▶ What you have to do
Your answer should repeat every line of the records below in which the word "bottom" appears.

▶ Data records
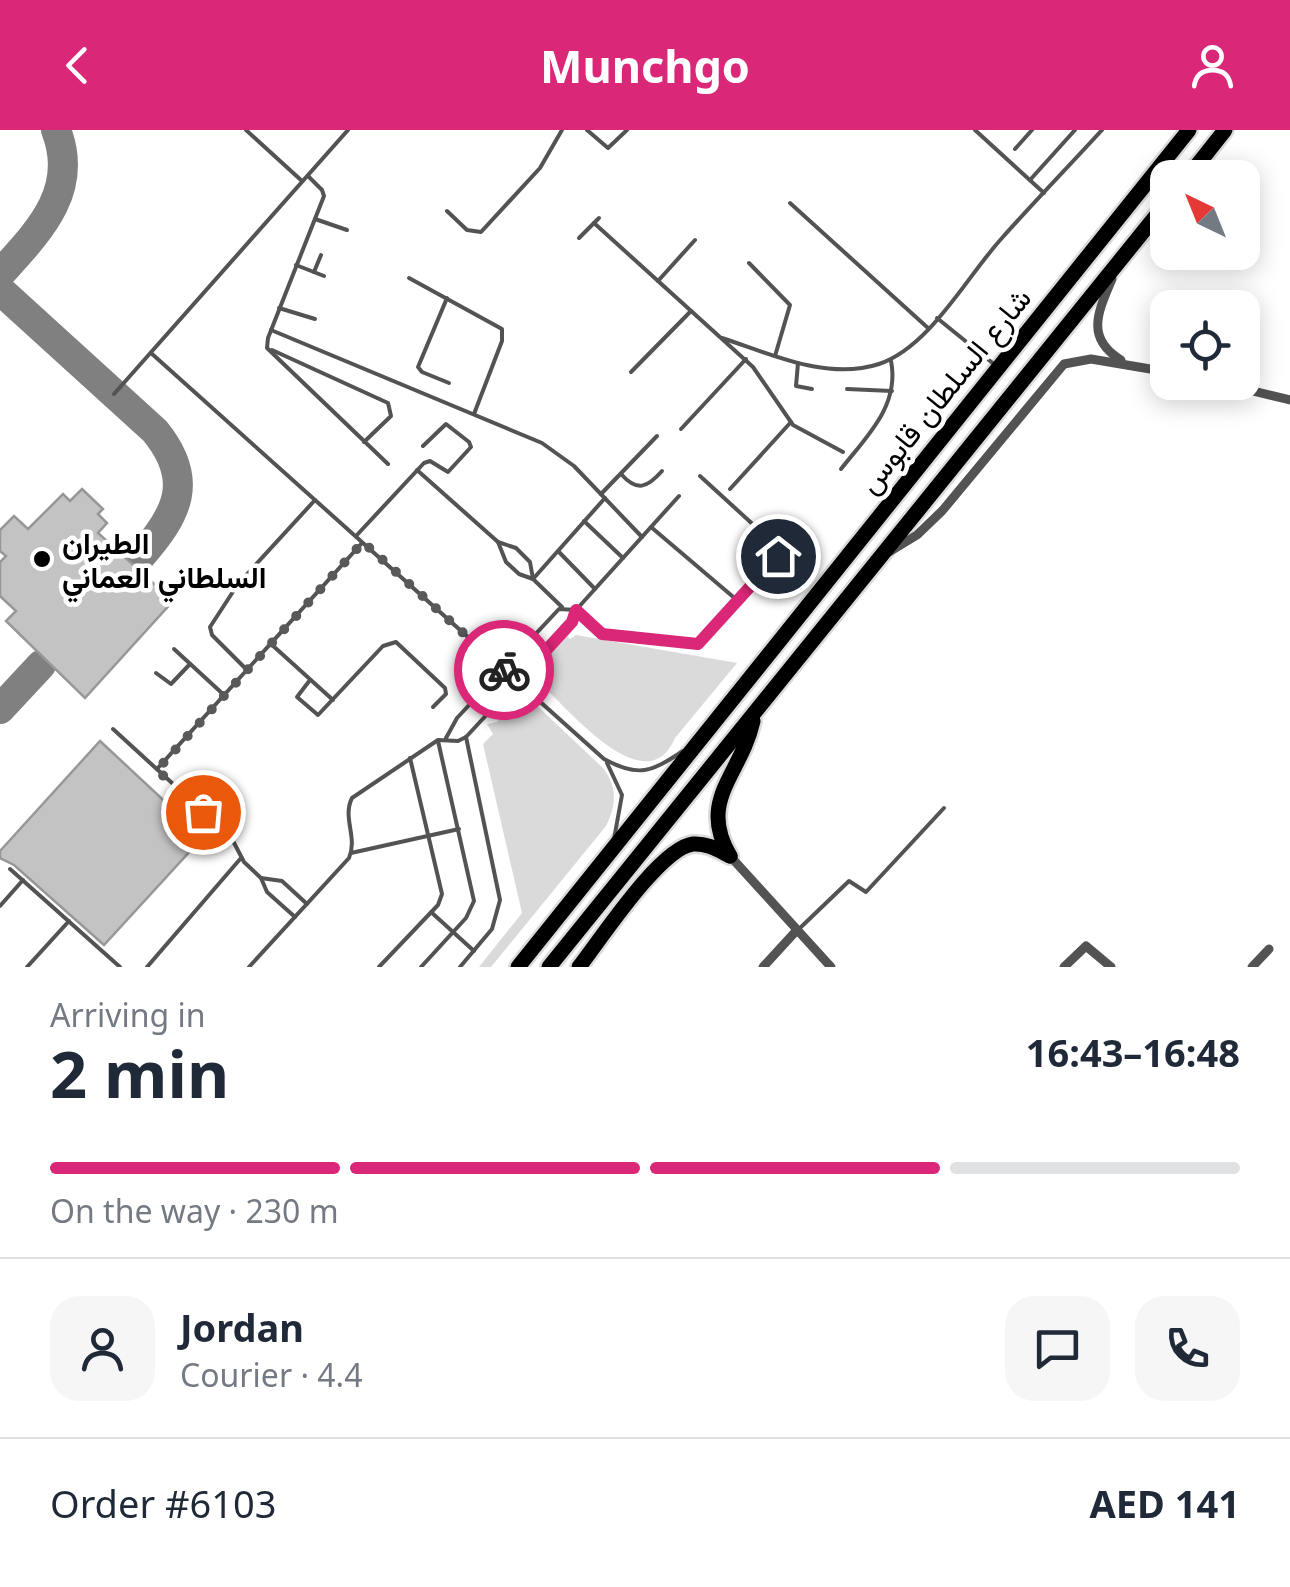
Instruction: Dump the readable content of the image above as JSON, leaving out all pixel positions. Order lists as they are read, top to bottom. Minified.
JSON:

==

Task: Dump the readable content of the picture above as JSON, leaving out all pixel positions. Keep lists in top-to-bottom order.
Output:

▶ Response below
Instruction: Dump the readable content of the image above as JSON, leaving out all pixel positions. Order lists as they are read, top to bottom. Minified.
Task: Dump the readable content of the picture above as JSON, leaving out all pixel positions. Keep lists in top-to-bottom order.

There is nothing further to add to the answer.